The Influence of Diluent Gases on Combustion Properties of Natural Gas: A Combined Experimental and Modeling Study

Currently, new concepts for power generation are discussed, as a response to combat global warming due to CO₂ emissions stemming from the combustion of fossil fuels. These concepts include new, low-carbon fuels as well as centralized and decentralized solutions. Thus, a more diverse range of fuel supplies will be used, with (biogenic) low-caloric gases such as syngas and coke oven gas (COG) among them. Typical for theses low-caloric gases is the amount of hydrogen, with a share of 50% and even higher. However, hydrogen mixtures have a higher reactivity than natural gas (NG) mixtures, burned mostly in today's gas turbine combustors. Therefore, in the present work, a combined experimental and modeling study of nitrogen-enriched hydrogen–air mixtures, some of them with a share of methane, to be representative for COG, will be discussed focusing on laminar flame speed data as one of the major combustion properties.
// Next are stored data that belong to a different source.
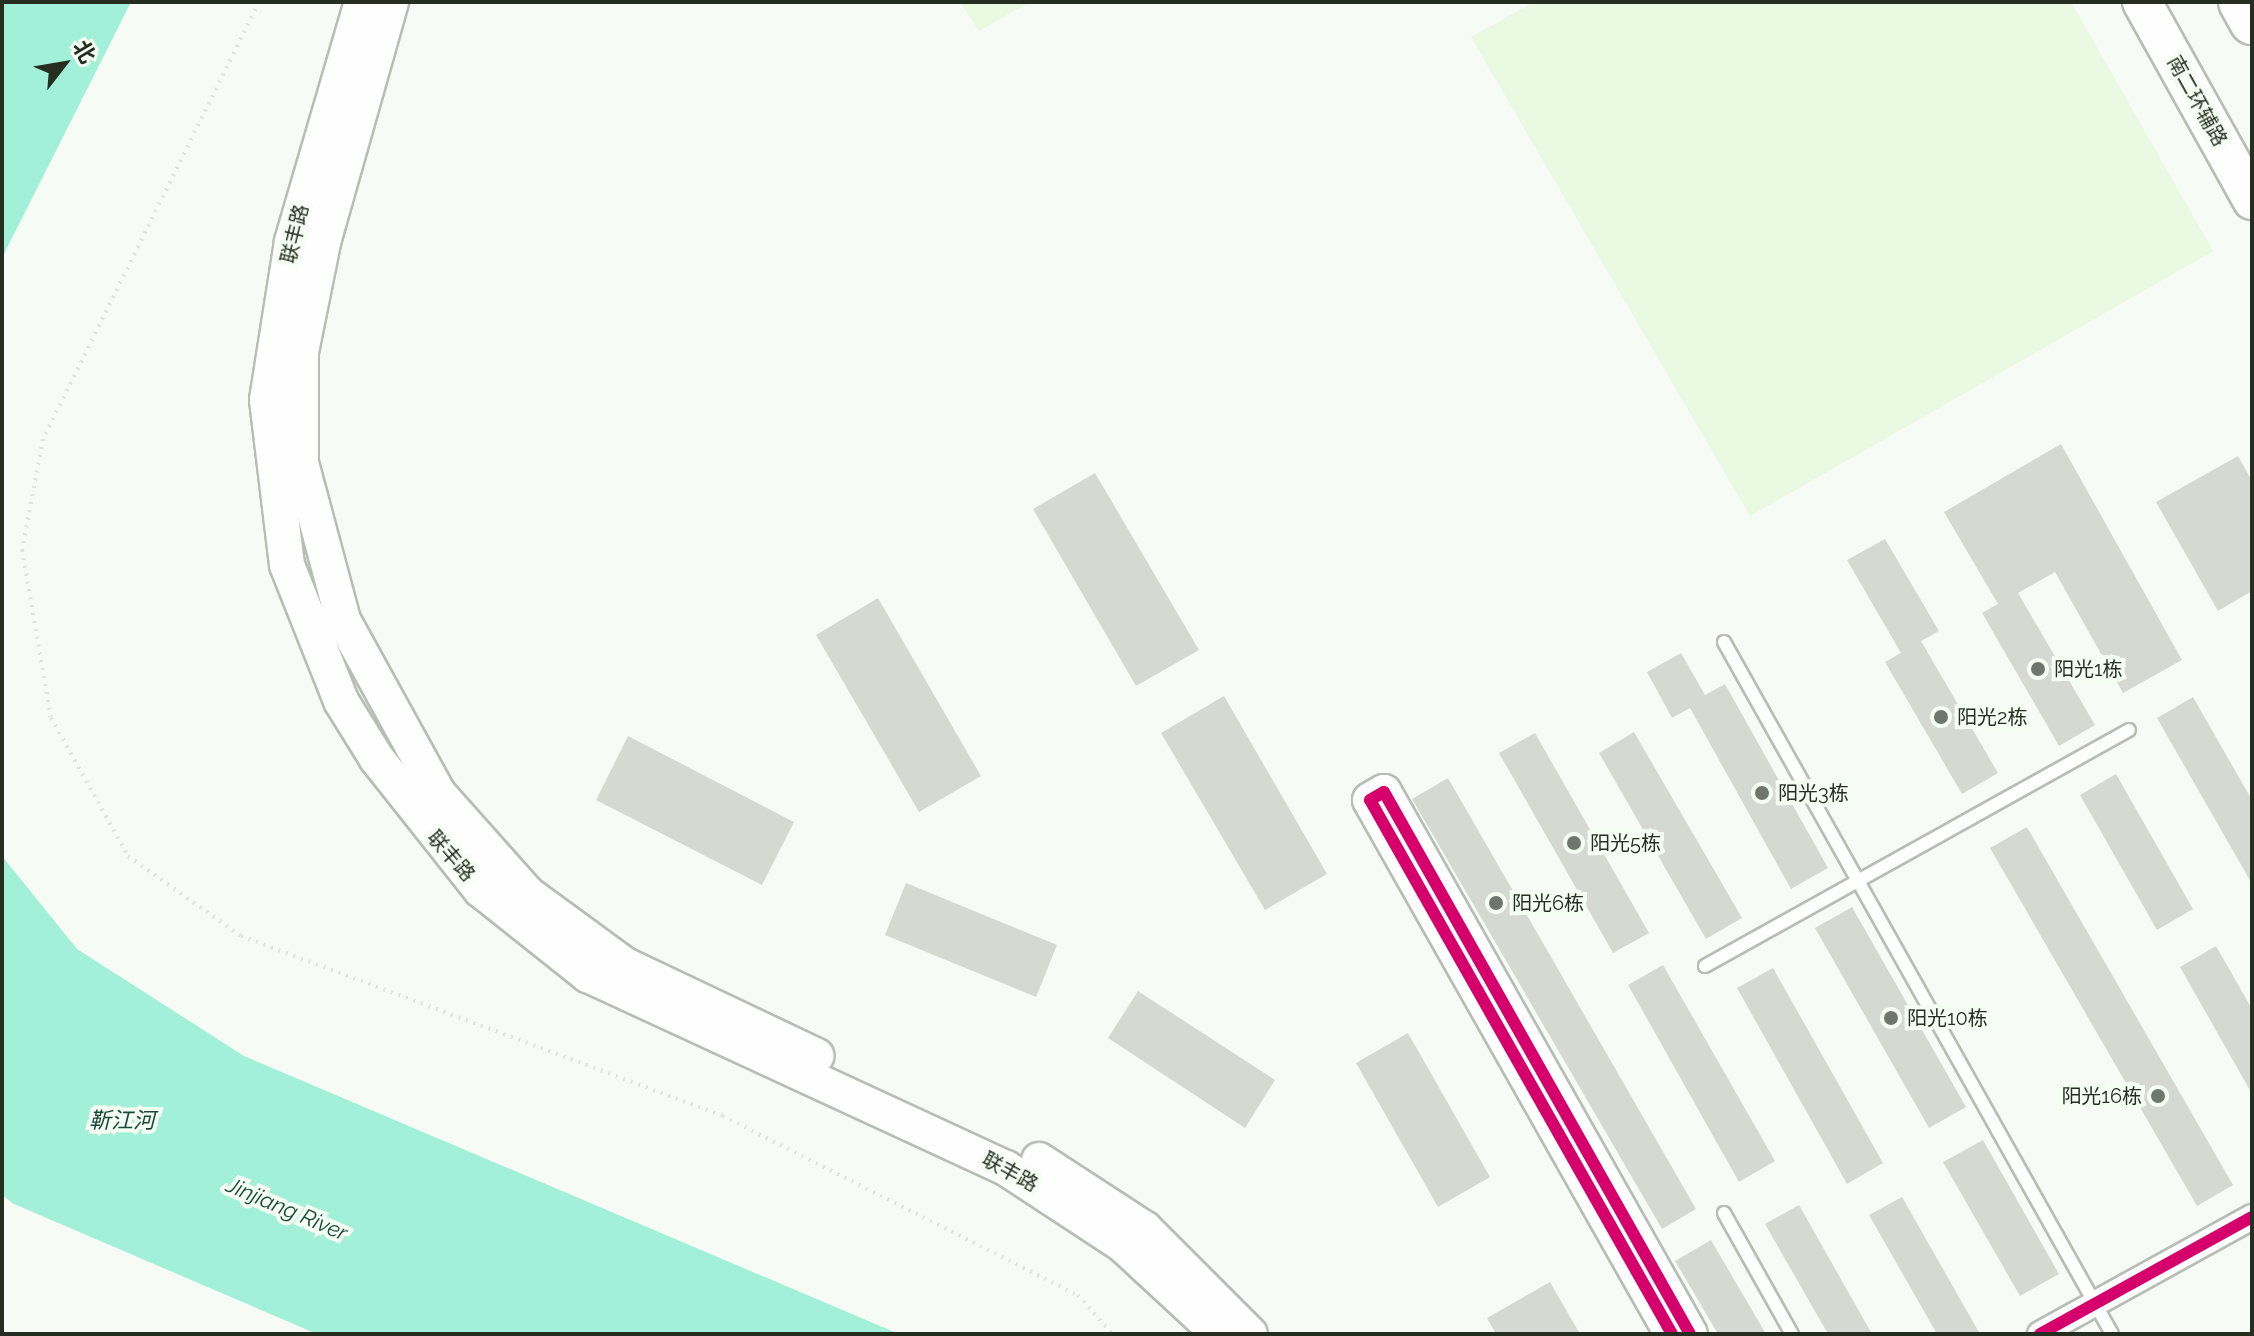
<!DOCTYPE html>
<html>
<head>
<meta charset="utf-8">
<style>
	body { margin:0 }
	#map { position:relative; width:2254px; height:1336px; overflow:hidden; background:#f6fbf5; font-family:Raleway,"Noto Sans SC",sans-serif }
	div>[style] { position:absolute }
	.built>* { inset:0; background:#e9f9e2 }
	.water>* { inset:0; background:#a3f0d8 }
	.building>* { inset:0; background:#d6d9d1 }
	.path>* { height:4px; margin-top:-2px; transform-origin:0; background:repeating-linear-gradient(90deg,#e1e2e1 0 2px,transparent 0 8px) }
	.roads { filter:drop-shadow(2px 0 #b7bdb5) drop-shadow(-2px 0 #b7bdb5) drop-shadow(0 2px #b7bdb5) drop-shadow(0 -2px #b7bdb5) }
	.lane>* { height:12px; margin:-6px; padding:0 6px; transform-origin:6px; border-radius:6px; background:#fefefe }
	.street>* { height:24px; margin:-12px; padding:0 12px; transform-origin:12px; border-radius:12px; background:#fefefe }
	.secondary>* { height:34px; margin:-17px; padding:0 17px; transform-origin:17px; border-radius:17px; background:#fefefe }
	.primary>* { height:38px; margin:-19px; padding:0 19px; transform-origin:19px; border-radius:19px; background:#fefefe }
	.highway>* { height:44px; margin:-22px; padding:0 22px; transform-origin:22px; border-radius:22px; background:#fefefe }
	.cycleway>* { height:12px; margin:-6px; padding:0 6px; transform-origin:6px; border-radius:6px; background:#d6006c }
	.dots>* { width:22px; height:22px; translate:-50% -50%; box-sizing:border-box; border:4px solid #f5fef2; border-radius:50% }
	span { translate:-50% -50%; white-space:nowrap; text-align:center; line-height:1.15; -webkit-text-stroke:8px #f5fef2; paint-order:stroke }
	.street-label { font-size:20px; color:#262e22 }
	.poi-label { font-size:20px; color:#262e22 }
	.left { translate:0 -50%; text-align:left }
	.right { translate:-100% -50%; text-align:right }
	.water-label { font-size:22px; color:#19483b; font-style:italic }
	.frame { position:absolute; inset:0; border:4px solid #262e22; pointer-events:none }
	.north { position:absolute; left:24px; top:24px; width:80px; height:80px; -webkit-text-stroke:6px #f5fef2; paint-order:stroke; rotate:59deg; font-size:22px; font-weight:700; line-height:32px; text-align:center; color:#262e22 }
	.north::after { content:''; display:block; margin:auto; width:28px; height:36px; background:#262e22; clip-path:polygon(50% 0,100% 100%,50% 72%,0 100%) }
</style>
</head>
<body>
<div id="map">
	<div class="built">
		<div style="clip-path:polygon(960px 2px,1030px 2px,979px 31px)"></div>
		<div style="clip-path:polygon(1534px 2px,2071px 2px,2213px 251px,1750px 516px,1471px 37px)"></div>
	</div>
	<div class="water">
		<div style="clip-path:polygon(2px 2px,131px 2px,2px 258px)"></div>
		<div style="clip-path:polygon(2px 856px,77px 949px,244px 1056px,899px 1334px,317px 1334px,14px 1204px,2px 1195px)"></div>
	</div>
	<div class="building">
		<div style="clip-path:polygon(2061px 444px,2182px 660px,2123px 693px,2055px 572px,2018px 593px,2095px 725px,2059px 746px,1982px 613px,1998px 604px,1944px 512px)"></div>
		<div style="clip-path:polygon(2238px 456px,2252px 481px,2252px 591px,2218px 611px,2156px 502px)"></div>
		<div style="clip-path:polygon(1095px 473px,1199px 650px,1136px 686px,1033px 509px)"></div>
		<div style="clip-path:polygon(1885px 539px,1939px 631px,1921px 641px,1998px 773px,1962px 794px,1885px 662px,1901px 653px,1847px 560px)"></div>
		<div style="clip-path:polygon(878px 598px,981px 776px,919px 812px,816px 635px)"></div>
		<div style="clip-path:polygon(1681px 653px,1705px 695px,1725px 684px,1828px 868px,1791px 889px,1690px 708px,1672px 718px,1647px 672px)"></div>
		<div style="clip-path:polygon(1224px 696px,1327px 874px,1265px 910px,1161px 733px)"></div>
		<div style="clip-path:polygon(2193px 697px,2252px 800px,2252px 884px,2157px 718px)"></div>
		<div style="clip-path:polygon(1634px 732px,1742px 918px,1706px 939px,1599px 753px)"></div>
		<div style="clip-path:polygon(1535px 733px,1649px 933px,1613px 953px,1499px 753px)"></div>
		<div style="clip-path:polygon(628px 736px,794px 822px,762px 885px,596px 800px)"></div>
		<div style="clip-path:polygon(2116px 774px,2193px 909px,2157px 930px,2080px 795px)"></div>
		<div style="clip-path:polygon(1448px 778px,1696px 1209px,1662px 1229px,1412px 799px)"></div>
		<div style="clip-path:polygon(2027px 827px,2233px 1185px,2197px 1206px,1990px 848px)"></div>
		<div style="clip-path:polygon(906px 883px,1057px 945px,1036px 997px,885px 935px)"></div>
		<div style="clip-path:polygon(1852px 907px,1966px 1107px,1929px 1128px,1815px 928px)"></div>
		<div style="clip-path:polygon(2216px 946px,2252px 1009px,2252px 1094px,2180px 967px)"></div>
		<div style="clip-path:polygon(1663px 965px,1775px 1161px,1739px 1182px,1628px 985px)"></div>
		<div style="clip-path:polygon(1773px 968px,1883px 1163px,1847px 1184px,1737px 988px)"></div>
		<div style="clip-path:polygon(1138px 991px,1275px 1080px,1245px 1128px,1108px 1038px)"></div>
		<div style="clip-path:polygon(1408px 1033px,1490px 1177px,1438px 1207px,1356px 1063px)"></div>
		<div style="clip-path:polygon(1983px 1140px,2059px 1274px,2020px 1296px,1943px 1162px)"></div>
		<div style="clip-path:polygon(1902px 1197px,1980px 1334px,1937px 1334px,1869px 1215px)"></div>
		<div style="clip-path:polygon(1799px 1205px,1872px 1334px,1828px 1334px,1765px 1224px)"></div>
		<div style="clip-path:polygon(1711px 1240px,1766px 1334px,1718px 1334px,1675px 1261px)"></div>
		<div style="clip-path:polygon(1550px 1282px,1580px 1334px,1496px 1334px,1487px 1318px)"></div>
	</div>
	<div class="path">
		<div style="left:259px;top:2px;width:487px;rotate:116.3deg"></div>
		<div style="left:43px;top:439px;width:113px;rotate:100.7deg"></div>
		<div style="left:22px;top:550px;width:170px;rotate:80.2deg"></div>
		<div style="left:51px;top:718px;width:158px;rotate:60.8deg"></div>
		<div style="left:128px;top:856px;width:138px;rotate:35.3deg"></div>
		<div style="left:241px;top:936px;width:515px;rotate:20.48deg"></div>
		<div style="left:723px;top:1116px;width:398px;rotate:26.8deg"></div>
		<div style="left:1078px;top:1295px;width:52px;rotate:48.9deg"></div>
	</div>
	<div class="roads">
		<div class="lane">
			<div style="left:1724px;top:642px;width:793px;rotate:60.72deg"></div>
			<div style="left:1705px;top:966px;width:485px;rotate:-29.1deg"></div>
			<div style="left:1724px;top:1213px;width:139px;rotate:60.7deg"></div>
		</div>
		<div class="street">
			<div style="left:2040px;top:1334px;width:242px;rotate:-28.9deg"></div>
		</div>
		<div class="secondary">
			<div style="left:362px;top:2px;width:250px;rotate:106.3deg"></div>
			<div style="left:292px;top:242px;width:160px;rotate:99deg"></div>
			<div style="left:267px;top:400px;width:166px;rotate:83.1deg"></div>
			<div style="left:287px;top:565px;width:146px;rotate:68.3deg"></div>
			<div style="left:341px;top:701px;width:68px;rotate:58.2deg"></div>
			<div style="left:377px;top:759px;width:167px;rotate:51.6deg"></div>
			<div style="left:481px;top:890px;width:137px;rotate:38.5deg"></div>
			<div style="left:588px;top:975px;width:460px;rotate:24.8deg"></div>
			<div style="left:1006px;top:1168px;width:140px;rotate:33.3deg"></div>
			<div style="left:1123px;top:1245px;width:131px;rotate:42.8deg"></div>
			<div style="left:391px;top:2px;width:245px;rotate:105.8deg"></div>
			<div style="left:324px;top:238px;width:116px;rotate:101.4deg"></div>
			<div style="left:301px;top:352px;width:111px;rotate:90deg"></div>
			<div style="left:301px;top:463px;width:163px;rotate:75deg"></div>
			<div style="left:343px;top:620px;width:197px;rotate:61.2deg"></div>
			<div style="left:438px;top:793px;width:135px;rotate:48.3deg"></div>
			<div style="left:528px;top:894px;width:120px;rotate:36.2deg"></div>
			<div style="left:625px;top:965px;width:212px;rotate:25.4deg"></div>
			<div style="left:1039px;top:1160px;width:126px;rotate:33.1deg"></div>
			<div style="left:1145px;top:1229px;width:148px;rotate:45deg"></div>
			<div style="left:1672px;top:1334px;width:613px;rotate:-119.49deg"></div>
			<div style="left:1370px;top:800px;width:16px;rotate:-30deg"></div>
			<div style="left:1384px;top:792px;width:622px;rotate:60.55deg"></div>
		</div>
		<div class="primary">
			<div style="left:2142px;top:2px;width:227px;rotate:60.9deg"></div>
		</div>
		<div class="highway">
			<div style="left:2241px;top:2px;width:23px;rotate:61deg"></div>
		</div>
	</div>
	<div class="cycleway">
		<div style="left:1672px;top:1334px;width:613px;rotate:-119.49deg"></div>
		<div style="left:1370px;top:800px;width:16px;rotate:-30deg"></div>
		<div style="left:1384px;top:792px;width:622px;rotate:60.55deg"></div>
		<div style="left:2040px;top:1334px;width:242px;rotate:-28.9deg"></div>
	</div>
	<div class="dots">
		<div style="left:2038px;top:669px;background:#6f766c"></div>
		<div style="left:1941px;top:717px;background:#6f766c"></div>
		<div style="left:1762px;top:793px;background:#6f766c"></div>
		<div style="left:1574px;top:843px;background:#6f766c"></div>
		<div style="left:1496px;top:903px;background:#6f766c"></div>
		<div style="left:1891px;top:1018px;background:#6f766c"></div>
		<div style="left:2158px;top:1096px;background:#6f766c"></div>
	</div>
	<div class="street-label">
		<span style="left:2197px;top:101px;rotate:61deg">南二环辅路</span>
		<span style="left:295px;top:234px;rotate:-76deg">联丰路</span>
		<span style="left:451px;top:856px;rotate:49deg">联丰路</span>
		<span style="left:1010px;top:1172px;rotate:29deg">联丰路</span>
	</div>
	<div class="poi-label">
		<span class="left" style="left:2054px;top:669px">阳光1栋</span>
		<span class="left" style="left:1957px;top:717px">阳光2栋</span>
		<span class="left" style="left:1778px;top:793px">阳光3栋</span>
		<span class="left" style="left:1590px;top:843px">阳光5栋</span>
		<span class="left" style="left:1512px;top:903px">阳光6栋</span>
		<span class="left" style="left:1907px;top:1018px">阳光10栋</span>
		<span class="right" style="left:2142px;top:1096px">阳光16栋</span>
	</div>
	<div class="water-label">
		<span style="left:122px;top:1121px">靳江河</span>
		<span style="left:287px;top:1209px;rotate:23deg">Jinjiang River</span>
	</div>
	<div class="frame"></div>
	<div class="north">北</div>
</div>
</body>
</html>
Measurements were performed in a burner test rig at ambient pressure and at a preheat temperature T₀ of 373 K. Flames were stabilized at fuel–air ratios between about φ = 0.5–2.0 depending on the specific fuel–air mixture. This database was used for the validation of four chemical kinetic reaction models, including an in-house one, and by referring to hydrogen-enriched NG mixtures. The measured laminar flame speed data of nitrogen-enriched methane–hydrogen–air mixtures are much smaller than the ones of nitrogen-enriched hydrogen–air mixtures. The grade of agreement between measured and predicted data depends on the type of flames and the type of reaction model as well as of the fuel–air ratio: a good agreement was found in the fuel lean and slightly fuel-rich regime; a large underprediction of the measured data exists at very fuel-rich ratios (φ > 1.4). From the results of the present work, it is obvious that further investigations should focus on highly nitrogen-enriched methane–air mixtures, in particular for very high fuel–air ratio (φ > 1.4). This knowledge will contribute to a more efficient and a more reliable use of low-caloric gases for power generation.